Amidst myriad paintings and painters Mark Foulds’ piece stands out for the bravura of its splodgy abstraction and the show’s only video -by James Gaywood- presents the carefully framed bow-wave of a boat which confuses the square form of the projection screen by surging relentlessly at a diagonal across the surface, seeming to move in one direction while actually travelling in another.
‘Beautiful’ is alive with a ‘Just Do It’ spirit of invention and diversity, but ultimately the work just survives the unflattering context of small-business retail units redolent of the enterprising 1980s ethos which spawned them. Nevertheless the show serves its professional purpose as a well-located, well-timed check-list of potential curate-ables.

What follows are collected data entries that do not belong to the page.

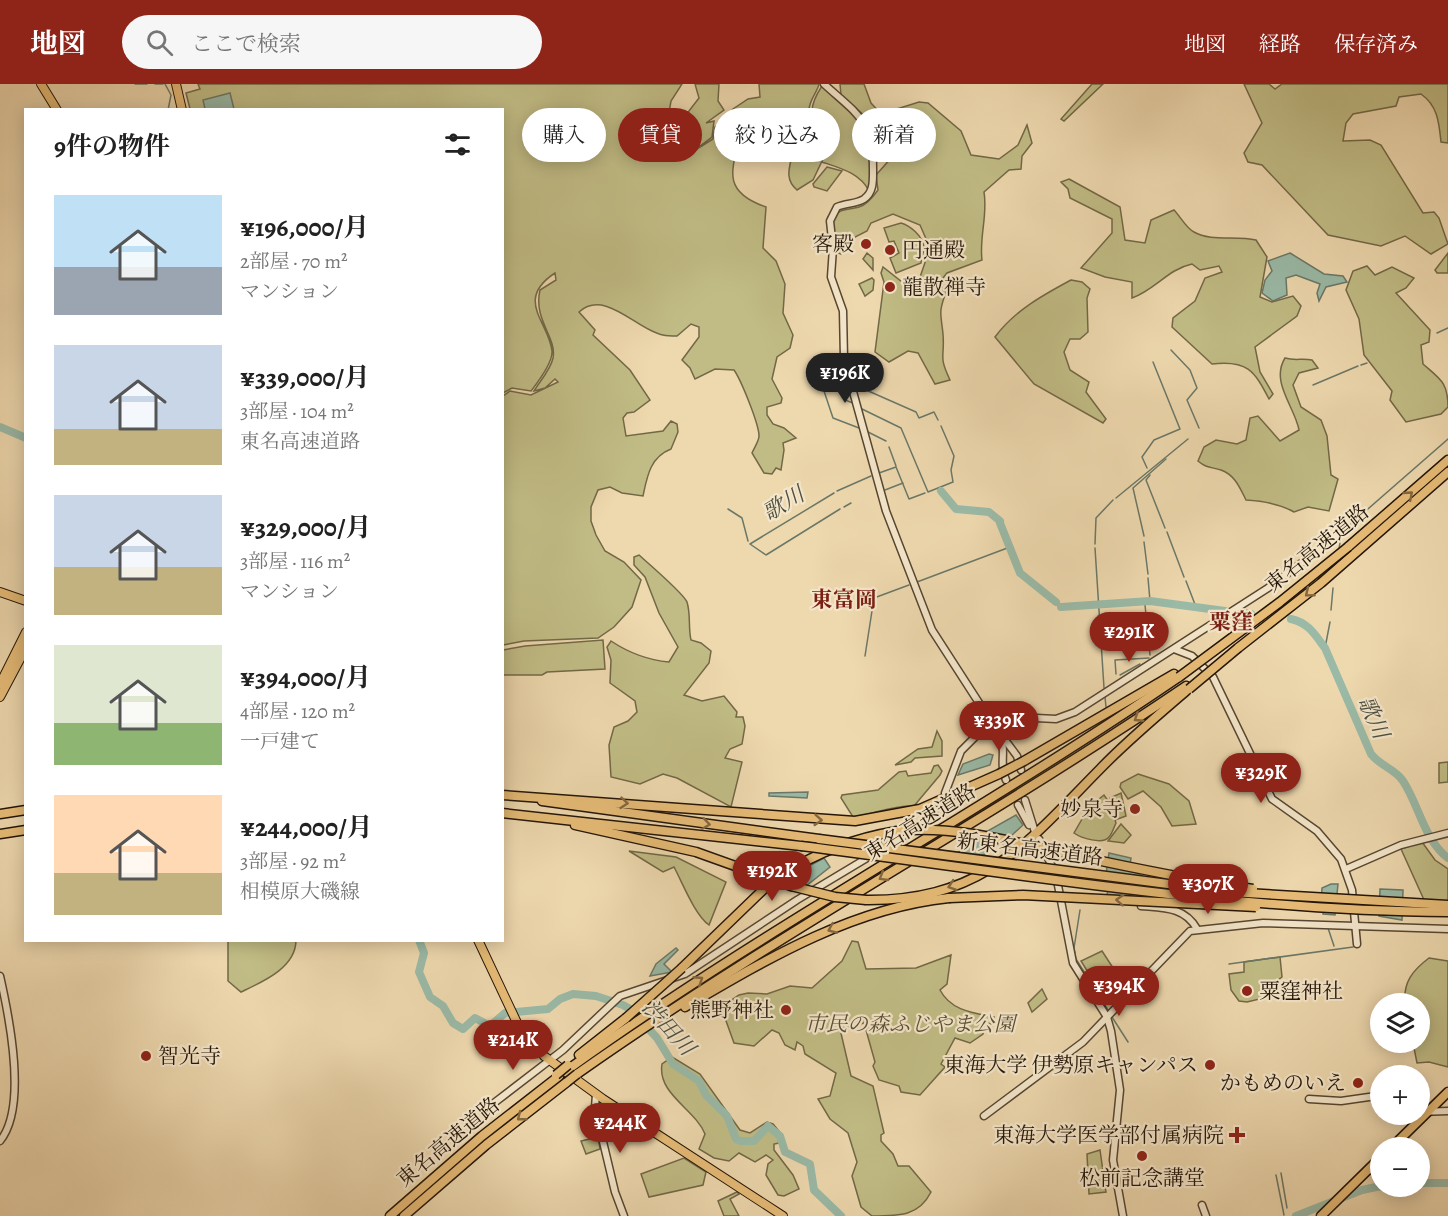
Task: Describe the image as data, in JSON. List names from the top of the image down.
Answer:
{
  "streets": {
    "highway": ["東名高速道路", "新東名高速道路"]
  },
  "districts": ["東富岡", "粟窪"],
  "water": ["歌川", "渋田川"],
  "parks": ["市民の森ふじやま公園"],
  "places": {
    "other": [
      "客殿",
      "円通殿",
      "龍散禅寺",
      "妙泉寺",
      "粟窪神社",
      "熊野神社",
      "智光寺",
      "東海大学 伊勢原キャンパス",
      "かもめのいえ",
      "松前記念講堂"
    ],
    "health": ["東海大学医学部付属病院"]
  },
  "page": {
    "header": "地図",
    "search": "ここで検索",
    "nav": ["地図", "経路", "保存済み"],
    "chip": [
      "購入",
      "賃貸",
      "絞り込み",
      "新着"
    ],
    "heading": "9件の物件",
    "list": [
      {
        "name": "¥196,000/月",
        "note": "2部屋 · 70 m² · マンション"
      },
      {
        "name": "¥339,000/月",
        "note": "3部屋 · 104 m² · 東名高速道路"
      },
      {
        "name": "¥329,000/月",
        "note": "3部屋 · 116 m² · マンション"
      },
      {
        "name": "¥394,000/月",
        "note": "4部屋 · 120 m² · 一戸建て"
      },
      {
        "name": "¥244,000/月",
        "note": "3部屋 · 92 m² · 相模原大磯線"
      }
    ],
    "price": [
      "¥196K",
      "¥291K",
      "¥339K",
      "¥329K",
      "¥192K",
      "¥307K",
      "¥394K",
      "¥214K",
      "¥244K"
    ],
    "map_buttons": ["+", "−"]
  }
}
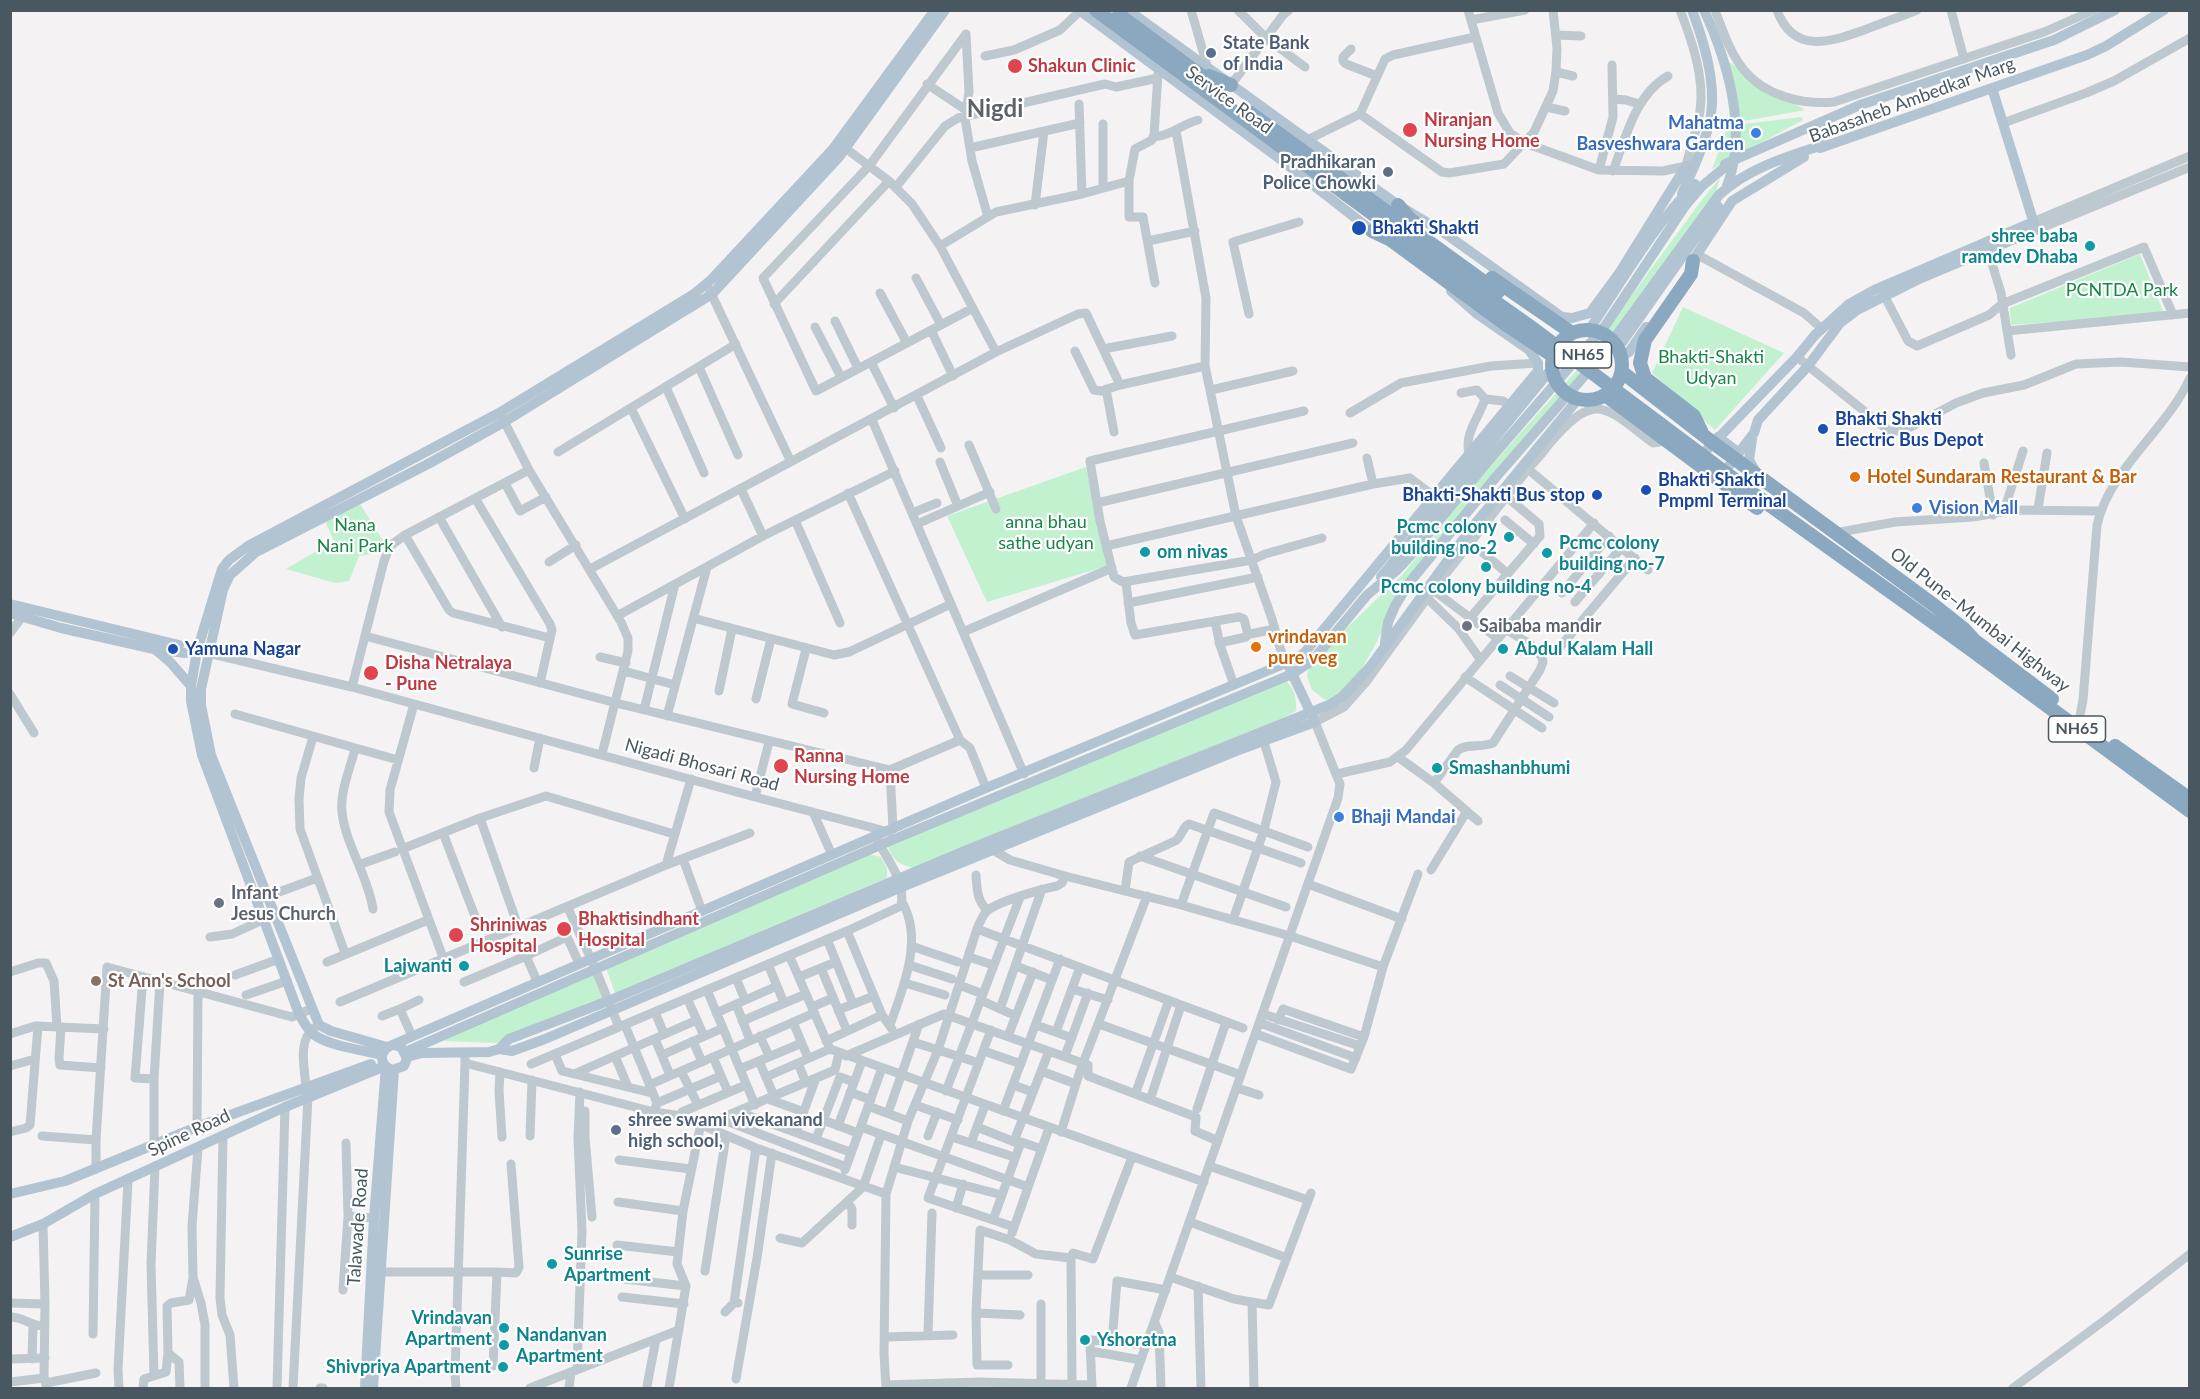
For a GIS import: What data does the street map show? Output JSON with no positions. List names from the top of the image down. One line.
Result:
{"streets":{"highway":["NH65","Old Pune–Mumbai Highway"],"main road":["Service Road","Babasaheb Ambedkar Marg","Spine Road","Talawade Road"],"street":["Nigadi Bhosari Road"]},"crossings":[["Service Road","Babasaheb Ambedkar Marg"],["Service Road","NH65"],["Service Road","Old Pune–Mumbai Highway"],["Babasaheb Ambedkar Marg","Old Pune–Mumbai Highway"],["NH65","Old Pune–Mumbai Highway"],["Spine Road","Talawade Road"]],"districts":["Nigdi"],"parks":["PCNTDA Park","Bhakti-Shakti Udyan","anna bhau sathe udyan","Nana Nani Park"],"places":["State Bank of India","Shakun Clinic","Niranjan Nursing Home","Mahatma Basveshwara Garden","Pradhikaran Police Chowki","Bhakti Shakti","shree baba ramdev Dhaba","Bhakti Shakti Electric Bus Depot","Hotel Sundaram Restaurant & Bar","Bhakti Shakti Pmpml Terminal","Bhakti-Shakti Bus stop","Vision Mall","Pcmc colony building no-2","om nivas","Pcmc colony building no-7","Pcmc colony building no-4","Saibaba mandir","vrindavan pure veg","Yamuna Nagar","Abdul Kalam Hall","Disha Netralaya - Pune","Ranna Nursing Home","Smashanbhumi","Bhaji Mandai","Infant Jesus Church","Bhaktisindhant Hospital","Shriniwas Hospital","Lajwanti","St Ann's School","shree swami vivekanand high school,","Sunrise Apartment","Vrindavan Apartment","Yshoratna","Nandanvan Apartment","Shivpriya Apartment"]}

Further up the Thames, past a new view of Big Ben framed by the huge ‘London Eye’, having negotiated surging crowds of tourists you eventually come to Vauxhall where traffic replaces people as the prime obstacle to progress. Here Milch gallery is hosting some Berlin-based artists in the second half of a show called ‘Gift’.
‘Gift’ in German translates as ‘poison’ and the show -who’s first half took place in Berlin featuring British artists- loosely plays off this
double meaning. Gallery windows have been roughly painted in translucent white by Remy Markowitz and the atmosphere is mildly oppressive but it’s hard to pin down which of the artworks is primarily responsible or whether the show does truly communicate the treacherous contradiction concealed within its title.
Stefan Beck and Patrick Huber install several aspidistra-like house-plants on marble-topped MDF plinths to evoke the life and death of wavering taste. These gaunt memorials stand against a complex backdrop made from hundreds of reject ‘snaps’ rescued from a film-processing factory. The piece is called ‘Nobody Anywhere’ and reeks of painful ordinariness.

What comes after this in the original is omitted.